In unserer schnelllebigen Welt, in der es scheint, als könne man sich mit Geld alles kaufen, als müsse die Wirtschaft immer nur wachsen und als könne man mit technischem Fortschritt allen Problemen entgegenwirken, wird plötzlich ein völlig anderes Gefühl in uns wieder wach: die Sehnsucht nach dem Natürlichen, nach frischer Luft, klarem Wasser und Ruhe – selbst die Dunkelheit fehlt uns insgeheim, denn „neben der Lärmbelastung haben wir auch eine enorme ‚Lichtverschmutzung’“, wie Dr. Ingrid Hayek, Vizepräsidentin des Österreichischen Alpenvereins bemerkt.

Was für uns Menschen Erholung, Gesundheitsprävention, Bewegung und Glück bedeuten, ist für zahlreiche Tier- und Pflanzenarten ständiger Lebensraum.

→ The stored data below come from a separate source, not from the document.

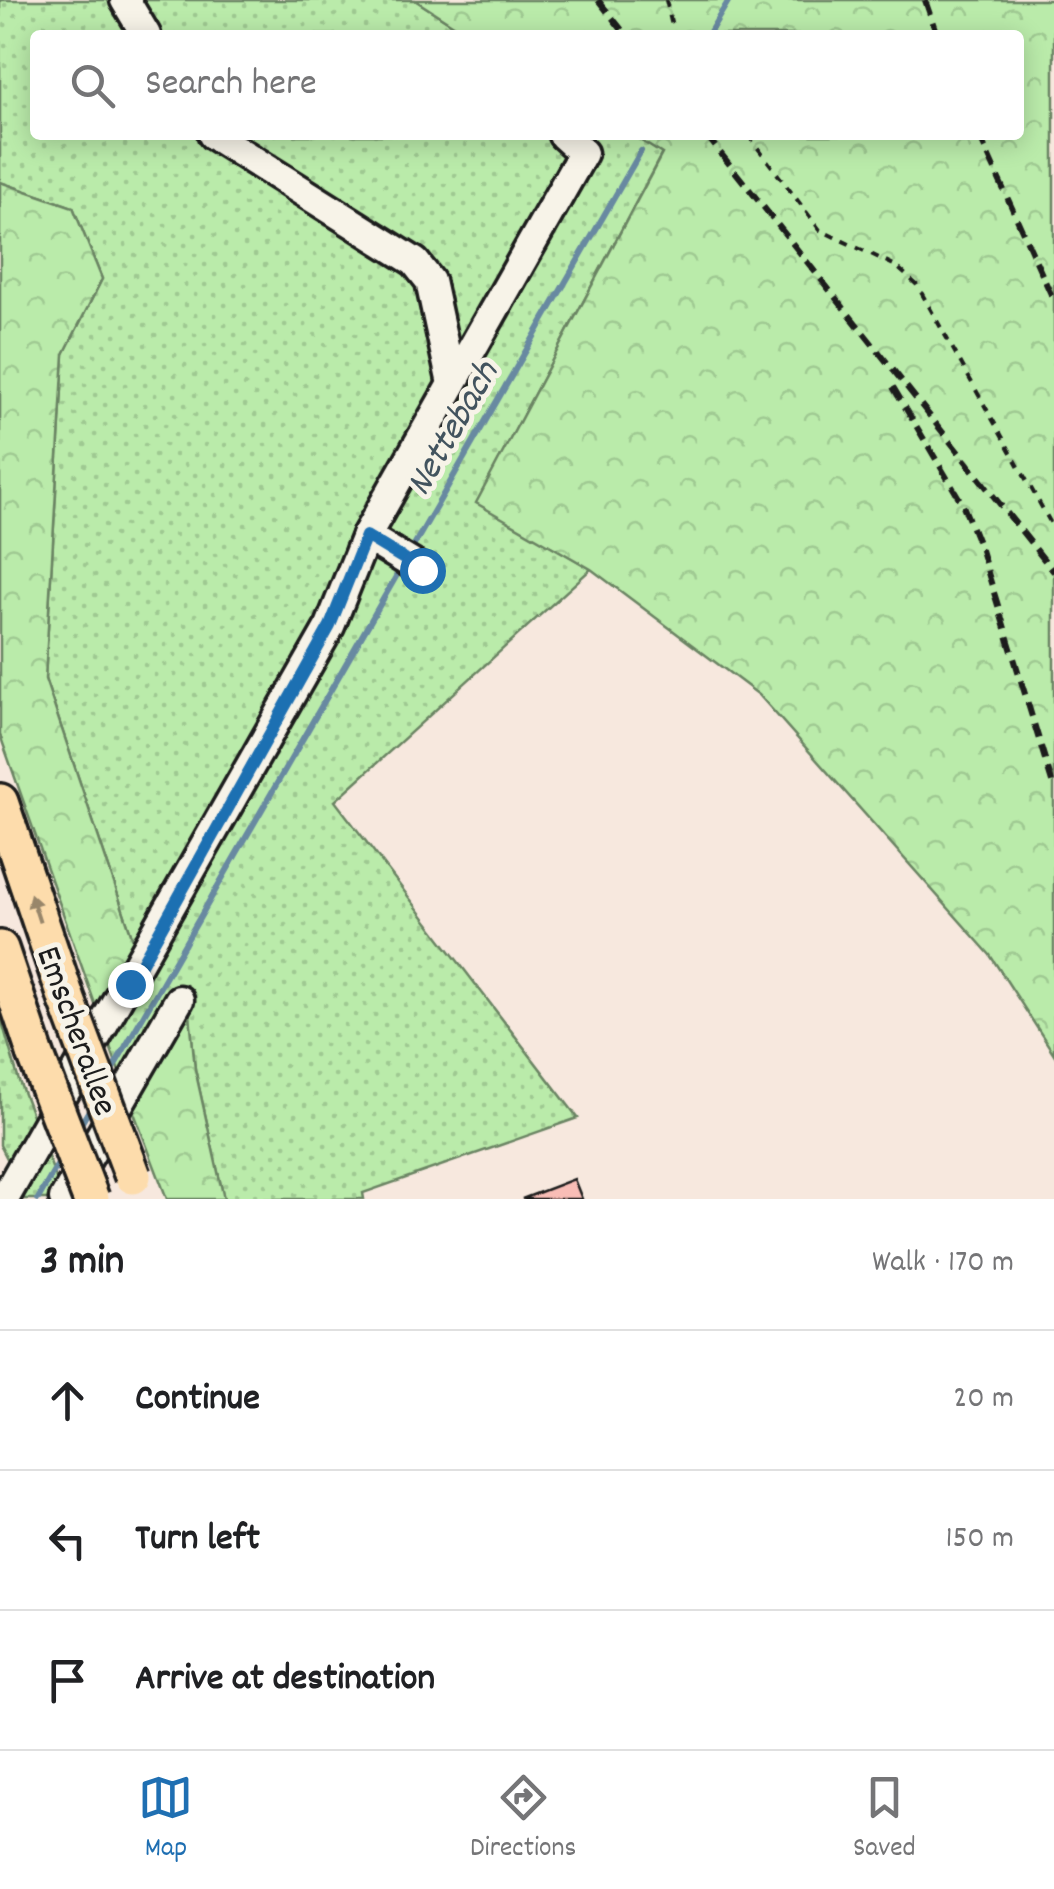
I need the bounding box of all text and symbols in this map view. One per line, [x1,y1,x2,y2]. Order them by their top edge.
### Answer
search box [30,30,1024,140]
icon: search [65,58,120,113]
text: Search here [145,58,317,113]
water label: Nettebach [394,351,516,507]
route start [400,548,446,594]
one-way arrow [27,893,42,923]
street label: Emscherallee [21,940,128,1123]
route end [108,962,154,1008]
text: 3 min [40,1234,124,1294]
text: Walk · 170 m [872,1241,1014,1287]
icon: ahead [40,1373,95,1428]
text: Continue [135,1373,260,1428]
text: 20 m [953,1377,1014,1423]
icon: left [40,1513,95,1568]
text: Turn left [135,1513,260,1568]
text: 150 m [945,1517,1014,1563]
icon: arrive [40,1653,95,1708]
text: Arrive at destination [135,1653,435,1708]
tab: Map [138,1770,193,1870]
tab: Directions [470,1770,576,1870]
tab: Saved [853,1770,916,1870]

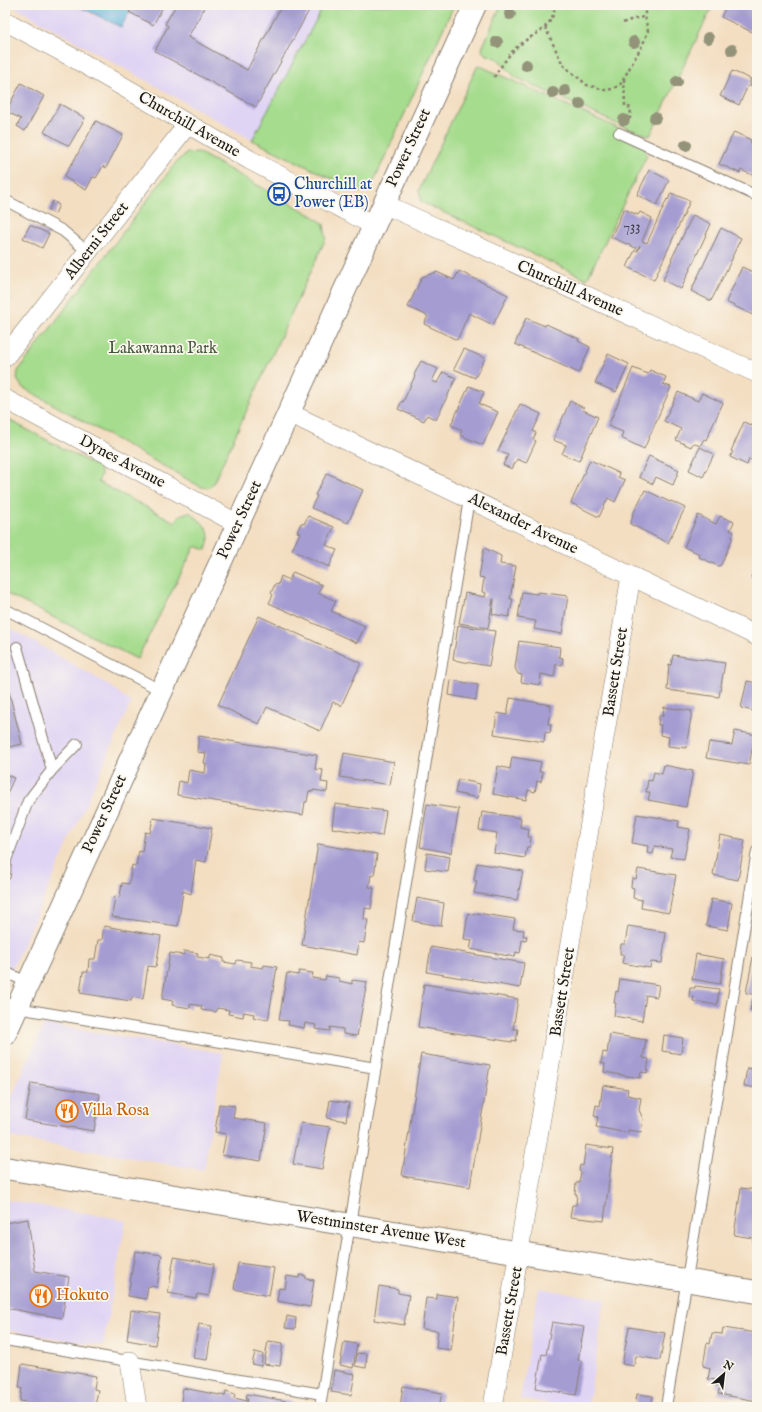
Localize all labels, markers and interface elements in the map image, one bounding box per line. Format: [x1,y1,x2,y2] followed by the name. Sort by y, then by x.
[134,88,244,162] street label: Churchill Avenue
[382,105,436,190] street label: Power Street
[294,175,373,213] place label: Churchill at Power (EB)
[266,181,292,207] bus stop icon: Churchill at Power (EB)
[60,198,134,285] street label: Alberni Street
[623,218,641,236] house number: 733
[513,257,627,321] street label: Churchill Avenue
[109,339,218,359] park label: Lakawanna Park
[76,431,168,493] street label: Dynes Avenue
[213,477,267,562] street label: Power Street
[464,488,581,559] street label: Alexander Avenue
[599,625,633,718] street label: Bassett Street
[78,771,132,856] street label: Power Street
[546,945,580,1038] street label: Bassett Street
[54,1098,80,1124] restaurant icon: Villa Rosa
[81,1101,149,1121] place label: Villa Rosa
[295,1207,468,1253] street label: Westminster Avenue West
[492,1264,528,1357] street label: Bassett Street
[28,1283,54,1309] restaurant icon: Hokuto
[56,1286,109,1306] place label: Hokuto
[704,1354,744,1394] north arrow
[720,1357,736,1375] text: N

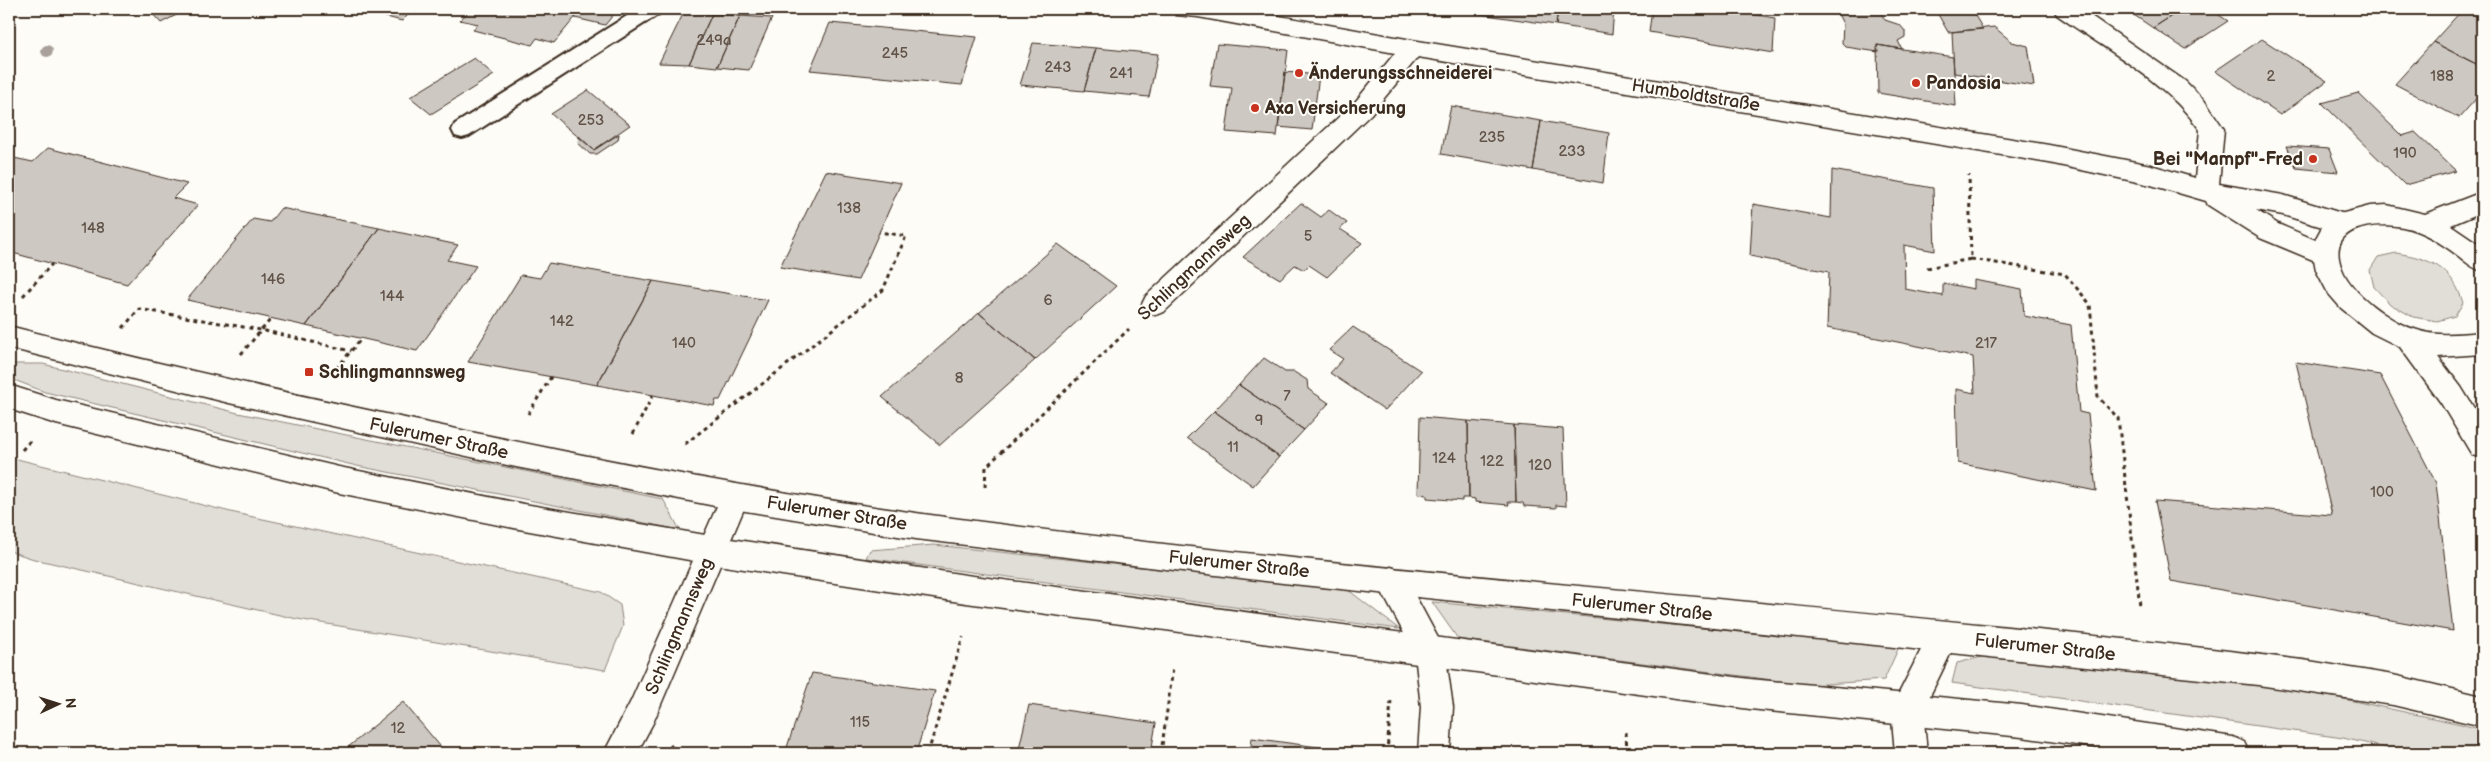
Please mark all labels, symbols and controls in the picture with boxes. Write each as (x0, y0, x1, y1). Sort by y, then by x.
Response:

Viele dieser Arten haben sich – im Besonderem im Hochgebirge – an die dort vorherrschenden extremen Bedingungen angepasst. „Je spezialisierter, desto sensibler reagieren diese Arten auf jegliche großtechnischen Eingriffe“, so Ao.Univ.-Prof.Dr. Leopold Füreder, Vorsitzender der Naturfreunde Tirol und Präsidiumsmitglied der Naturfreunde Österreich.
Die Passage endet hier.